Similarly, the Alliance for Progress has recognized that economic liberation is the first step to economic advance. Until people have a part in economic progress, there will be no economic progress. It will take time to convince everyone, both at home and abroad, of this often inconvenient fact. Some will continue to urge that no boat be rocked or that we buy our way around reform. Others will continue to hope that privilege, however disastrous, will at least last out their own lifetimes. Nevertheless, one senses a growing recognition that social justice is indispensable for social progress.

This is very modest reassurance. The space travelers are well ahead of those who grovel in the problems of this planet when it comes to the techniques of problem solving. In the attack on poverty, we should, paraphrasing Winston Churchill, be modest and realize that we have much to be modest about. I turn now to a more specific consideration of the choice facing the country in search of progress.

YOUNG nations emerging today from colonialism and the thrall of poverty are faced with the need to select an economic system. The choice, one from which the developing nations of the eighteenth and nineteenth centuries were conveniently exempt, is between the economic, political, and constitutional arrangements generally associated with the Western democracies on the one hand and the polity and economic organization which avows its debt to Marx and the Russian Revolution on the other.

These are not, as everyone knows, homogeneous alternatives. Poland, where the agriculture — and hence, close to half the economy — remains in private hands and subject to market influences, differs radically in economic structure from the far more completely socialized economy of the Chinese mainland. In Scandinavia, the United Kingdom, and India, the word “socialism” is politically evocative. As a result, politicians try to find as much of it as possible. In the United States, measures that would elsewhere be identified with socialist enlightenment — social security, agricultural price guarantees, even the public development of public power sites — are defended as making private enterprise function better.

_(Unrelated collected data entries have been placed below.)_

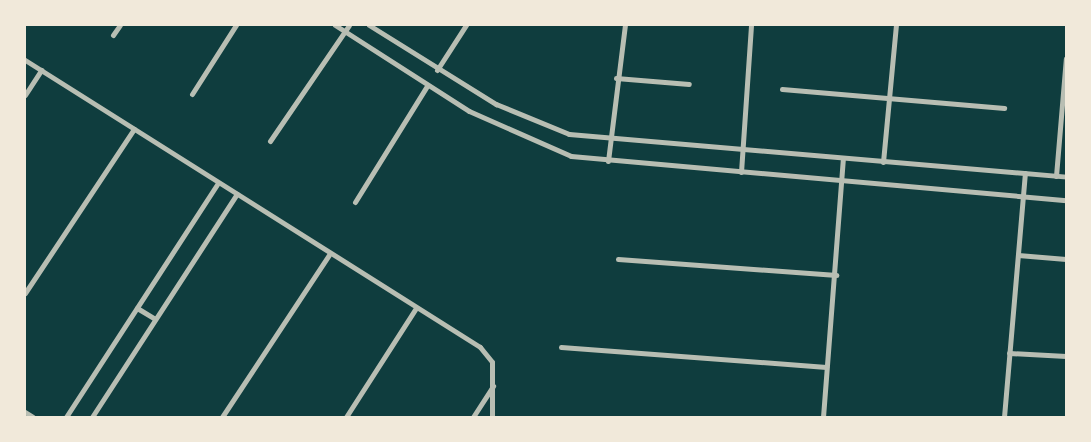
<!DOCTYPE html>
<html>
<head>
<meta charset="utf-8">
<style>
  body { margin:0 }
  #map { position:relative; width:1091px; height:442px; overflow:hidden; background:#0f3d3e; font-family:"Varela Round",sans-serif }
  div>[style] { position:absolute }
  .minor>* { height:5px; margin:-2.5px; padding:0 2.5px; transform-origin:2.5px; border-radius:2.5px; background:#b8beb3 }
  span { translate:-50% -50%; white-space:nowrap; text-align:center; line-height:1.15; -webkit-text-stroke:5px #f1e9da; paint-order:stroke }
  .frame { position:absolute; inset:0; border:26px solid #f1e9da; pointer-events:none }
</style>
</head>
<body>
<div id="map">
  <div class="minor">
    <div style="left:335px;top:25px;width:159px;rotate:32.7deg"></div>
    <div style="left:469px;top:111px;width:111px;rotate:23.8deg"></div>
    <div style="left:571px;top:156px;width:497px;rotate:5.1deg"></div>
    <div style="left:369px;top:25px;width:150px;rotate:31.9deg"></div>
    <div style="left:496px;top:104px;width:79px;rotate:22.3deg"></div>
    <div style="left:569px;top:134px;width:499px;rotate:4.9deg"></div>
    <div style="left:113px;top:35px;width:12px;rotate:-55deg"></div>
    <div style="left:25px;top:60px;width:538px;rotate:32.24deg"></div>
    <div style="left:480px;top:347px;width:19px;rotate:51deg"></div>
    <div style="left:492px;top:362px;width:55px;rotate:90deg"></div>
    <div style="left:437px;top:70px;width:54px;rotate:-57.2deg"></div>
    <div style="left:616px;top:78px;width:73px;rotate:4.7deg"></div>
    <div style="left:782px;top:89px;width:223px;rotate:4.9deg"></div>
    <div style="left:192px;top:94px;width:82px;rotate:-57.5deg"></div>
    <div style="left:25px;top:95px;width:30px;rotate:-57deg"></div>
    <div style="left:270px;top:141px;width:140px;rotate:-55.7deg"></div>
    <div style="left:608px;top:161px;width:137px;rotate:-82.9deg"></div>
    <div style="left:883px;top:162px;width:138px;rotate:-84.6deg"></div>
    <div style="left:741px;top:172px;width:147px;rotate:-86.1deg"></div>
    <div style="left:1056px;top:176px;width:118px;rotate:-85.2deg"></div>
    <div style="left:355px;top:202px;width:137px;rotate:-58.2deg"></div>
    <div style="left:1018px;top:255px;width:48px;rotate:4.8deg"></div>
    <div style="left:618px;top:259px;width:219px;rotate:4.2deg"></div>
    <div style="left:25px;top:293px;width:197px;rotate:-56.4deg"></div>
    <div style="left:137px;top:308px;width:21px;rotate:31deg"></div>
    <div style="left:561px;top:347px;width:266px;rotate:4.3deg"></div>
    <div style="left:1009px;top:353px;width:57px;rotate:3deg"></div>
    <div style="left:25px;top:412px;width:9px;rotate:32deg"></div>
    <div style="left:66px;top:417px;width:279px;rotate:-57deg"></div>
    <div style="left:92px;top:417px;width:266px;rotate:-57deg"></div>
    <div style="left:222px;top:417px;width:194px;rotate:-56.6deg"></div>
    <div style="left:346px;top:417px;width:130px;rotate:-57.3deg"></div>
    <div style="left:473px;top:417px;width:37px;rotate:-57deg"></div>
    <div style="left:823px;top:417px;width:259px;rotate:-85.6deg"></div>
    <div style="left:1004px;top:417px;width:245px;rotate:-85.1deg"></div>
  </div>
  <div class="frame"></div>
</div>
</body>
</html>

Also, one must be cautious in speaking of a choice. Geography and the proximity of military power have had much to do with the decision. Had Poland, to select a country not unaccustomed to movement, been more radically relocated after World War II to, say, the position of Paraguay, its political reorientation would have been, perhaps, 179 degrees. Individuals commit themselves as a matter of free choice to a Marxian political and economic design. But nations have rarely done so in the normal course of unmanaged elections, a reluctance which was foreseen by both Marx and Lenin.

Nevertheless, the broad alternatives exist. My purpose now is to weigh their advantages from the standpoint of the developing country. I am aware that an American ambassador will not be considered by everyone a wholly impartial judge, and there would doubtless be eyebrow lifting by some captious people if my evidence were to lead me to the wrong conclusion.

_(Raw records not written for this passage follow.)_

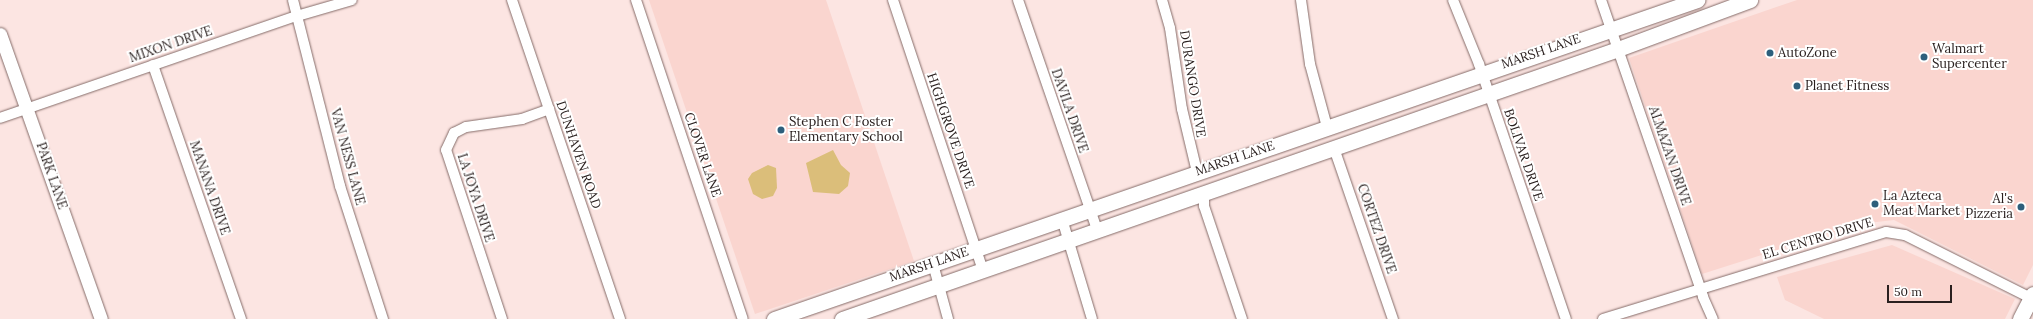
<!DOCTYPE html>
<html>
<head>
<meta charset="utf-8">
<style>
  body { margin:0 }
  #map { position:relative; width:2033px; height:319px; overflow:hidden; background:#fce5e2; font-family:Lora,serif }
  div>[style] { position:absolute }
  .built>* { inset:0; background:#fad5cf }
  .green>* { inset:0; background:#dbbe7a }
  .roads { filter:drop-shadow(0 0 1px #856c69) drop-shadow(0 0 1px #856c69) }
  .minor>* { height:10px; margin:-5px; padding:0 5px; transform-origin:5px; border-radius:5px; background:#fff }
  .tertiary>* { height:13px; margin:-6.5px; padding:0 6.5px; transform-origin:6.5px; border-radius:6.5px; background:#fff }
  .secondary>* { height:15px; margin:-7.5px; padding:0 7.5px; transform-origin:7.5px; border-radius:7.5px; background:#fff }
  .dots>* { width:11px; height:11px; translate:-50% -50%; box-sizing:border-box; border:2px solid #fff; border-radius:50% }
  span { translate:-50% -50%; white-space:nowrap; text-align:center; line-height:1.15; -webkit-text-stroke:4px #fff; paint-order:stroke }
  .street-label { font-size:13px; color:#2a201f }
  .poi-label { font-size:13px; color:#2a201f }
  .left { translate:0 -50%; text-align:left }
  .right { translate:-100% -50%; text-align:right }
  .scale { position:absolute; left:1887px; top:285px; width:65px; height:18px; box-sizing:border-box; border:2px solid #2a201f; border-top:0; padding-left:5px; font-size:12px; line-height:14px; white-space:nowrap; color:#2a201f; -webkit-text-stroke:3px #fff; paint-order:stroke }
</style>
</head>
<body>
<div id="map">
  <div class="built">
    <div style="clip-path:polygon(649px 0,826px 0,914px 261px,755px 314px)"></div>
    <div style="clip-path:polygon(1797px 0,2033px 0,2033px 265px,2023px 285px,1894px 220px,1859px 224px,1702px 274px,1629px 58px)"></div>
    <div style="clip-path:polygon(1892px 245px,2015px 299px,2005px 319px,1824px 319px,1785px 300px,1777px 277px)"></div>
  </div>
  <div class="green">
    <div style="clip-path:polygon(833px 150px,841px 165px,850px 173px,848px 186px,839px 194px,813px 192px,806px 163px)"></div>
    <div style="clip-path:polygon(768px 165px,776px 168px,777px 188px,773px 196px,762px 199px,753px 194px,748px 179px,752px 173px)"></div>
  </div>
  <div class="roads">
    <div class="minor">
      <div style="left:293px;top:0;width:192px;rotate:75.8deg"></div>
      <div style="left:340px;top:186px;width:140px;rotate:72.1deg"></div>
      <div style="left:512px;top:0;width:337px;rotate:71.3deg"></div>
      <div style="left:636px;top:0;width:336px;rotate:71.5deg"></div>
      <div style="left:893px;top:0;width:285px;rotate:71.6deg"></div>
      <div style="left:1018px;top:0;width:243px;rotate:71deg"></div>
      <div style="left:1162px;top:0;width:29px;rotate:74deg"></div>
      <div style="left:1170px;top:28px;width:82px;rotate:81.6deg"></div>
      <div style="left:1182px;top:109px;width:65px;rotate:76.6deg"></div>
      <div style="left:1301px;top:0;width:65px;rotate:82deg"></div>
      <div style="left:1310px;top:64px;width:65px;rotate:74.9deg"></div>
      <div style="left:1453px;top:0;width:69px;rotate:67.9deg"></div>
      <div style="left:1479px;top:64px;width:269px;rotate:71.2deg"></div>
      <div style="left:1601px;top:0;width:314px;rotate:71deg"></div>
      <div style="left:1703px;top:297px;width:24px;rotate:66deg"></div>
      <div style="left:153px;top:65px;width:269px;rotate:70.9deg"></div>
      <div style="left:0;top:118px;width:314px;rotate:-19deg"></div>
      <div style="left:297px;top:16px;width:57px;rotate:-16.2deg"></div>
      <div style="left:1334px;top:148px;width:181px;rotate:71deg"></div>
      <div style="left:1204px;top:193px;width:13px;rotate:90deg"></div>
      <div style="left:1204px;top:206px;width:119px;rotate:71.4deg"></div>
      <div style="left:1062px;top:219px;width:104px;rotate:73.3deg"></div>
      <div style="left:933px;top:264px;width:57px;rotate:74.7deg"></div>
      <div style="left:502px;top:319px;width:178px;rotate:-108.3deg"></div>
      <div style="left:446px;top:150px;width:19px;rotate:-65deg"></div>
      <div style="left:454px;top:133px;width:13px;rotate:-27deg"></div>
      <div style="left:466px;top:127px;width:57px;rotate:-8.1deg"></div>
      <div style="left:522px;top:119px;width:29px;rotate:-20deg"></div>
      <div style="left:1603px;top:319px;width:296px;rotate:-17.1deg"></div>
      <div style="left:1886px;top:232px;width:19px;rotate:9deg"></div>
      <div style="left:1905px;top:235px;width:143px;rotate:26.6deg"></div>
    </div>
    <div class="tertiary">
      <div style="left:0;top:34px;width:302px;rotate:70.5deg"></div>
    </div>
    <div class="secondary">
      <div style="left:774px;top:319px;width:977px;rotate:-19.07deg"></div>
      <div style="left:842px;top:319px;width:822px;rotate:-19.18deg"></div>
      <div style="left:1618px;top:49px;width:141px;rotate:-20.4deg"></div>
      <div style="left:2020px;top:319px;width:28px;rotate:-63deg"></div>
    </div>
  </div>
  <div class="dots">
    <div style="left:1770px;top:53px;background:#2d5f7c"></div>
    <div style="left:1924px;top:57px;background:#2d5f7c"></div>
    <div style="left:1797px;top:86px;background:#2d5f7c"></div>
    <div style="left:781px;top:130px;background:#2d5f7c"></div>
    <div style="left:1875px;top:204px;background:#2d5f7c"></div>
    <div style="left:2021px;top:207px;background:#2d5f7c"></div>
  </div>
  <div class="street-label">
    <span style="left:171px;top:45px;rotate:-19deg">MIXON DRIVE</span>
    <span style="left:1541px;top:52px;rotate:-19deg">MARSH LANE</span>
    <span style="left:1192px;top:84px;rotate:81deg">DURANGO DRIVE</span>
    <span style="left:1069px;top:111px;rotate:71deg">DAVILA DRIVE</span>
    <span style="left:950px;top:131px;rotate:71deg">HIGHGROVE DRIVE</span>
    <span style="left:578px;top:155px;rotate:71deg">DUNHAVEN ROAD</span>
    <span style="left:702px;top:155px;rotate:71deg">CLOVER LANE</span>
    <span style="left:1523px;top:155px;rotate:71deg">BOLIVAR DRIVE</span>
    <span style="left:1669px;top:156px;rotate:71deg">ALMAZAN DRIVE</span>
    <span style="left:347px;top:157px;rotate:75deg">VAN NESS LANE</span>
    <span style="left:1235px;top:159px;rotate:-19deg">MARSH LANE</span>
    <span style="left:51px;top:176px;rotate:71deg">PARK LANE</span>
    <span style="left:209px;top:188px;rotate:71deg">MANANA DRIVE</span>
    <span style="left:475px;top:198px;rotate:72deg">LA JOYA DRIVE</span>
    <span style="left:1376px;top:229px;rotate:71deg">CORTEZ DRIVE</span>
    <span style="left:1818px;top:239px;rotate:-17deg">EL CENTRO DRIVE</span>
    <span style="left:929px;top:265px;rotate:-19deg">MARSH LANE</span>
  </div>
  <div class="poi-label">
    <span class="left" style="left:1932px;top:57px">Walmart<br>Supercenter</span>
    <span class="left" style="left:1778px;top:53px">AutoZone</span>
    <span class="left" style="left:1805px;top:86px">Planet Fitness</span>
    <span class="left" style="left:789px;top:130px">Stephen C Foster<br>Elementary School</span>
    <span class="left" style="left:1883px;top:204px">La Azteca<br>Meat Market</span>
    <span class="right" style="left:2013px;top:207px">Al's<br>Pizzeria</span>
  </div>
  <div class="scale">50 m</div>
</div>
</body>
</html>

But the choice merits serious assessment. The bulk of the present literature on economic development consists of proclamations of superiority by one side or the other. We share fully with the Communists a faith in the persuasive value of robust assertion. Were the advantage all on our side, we would have no reason to worry. But we do worry, and a moderately unemotional appraisal of what we have to offer the developing country, as compared with the Communists, might even be therapeutically useful.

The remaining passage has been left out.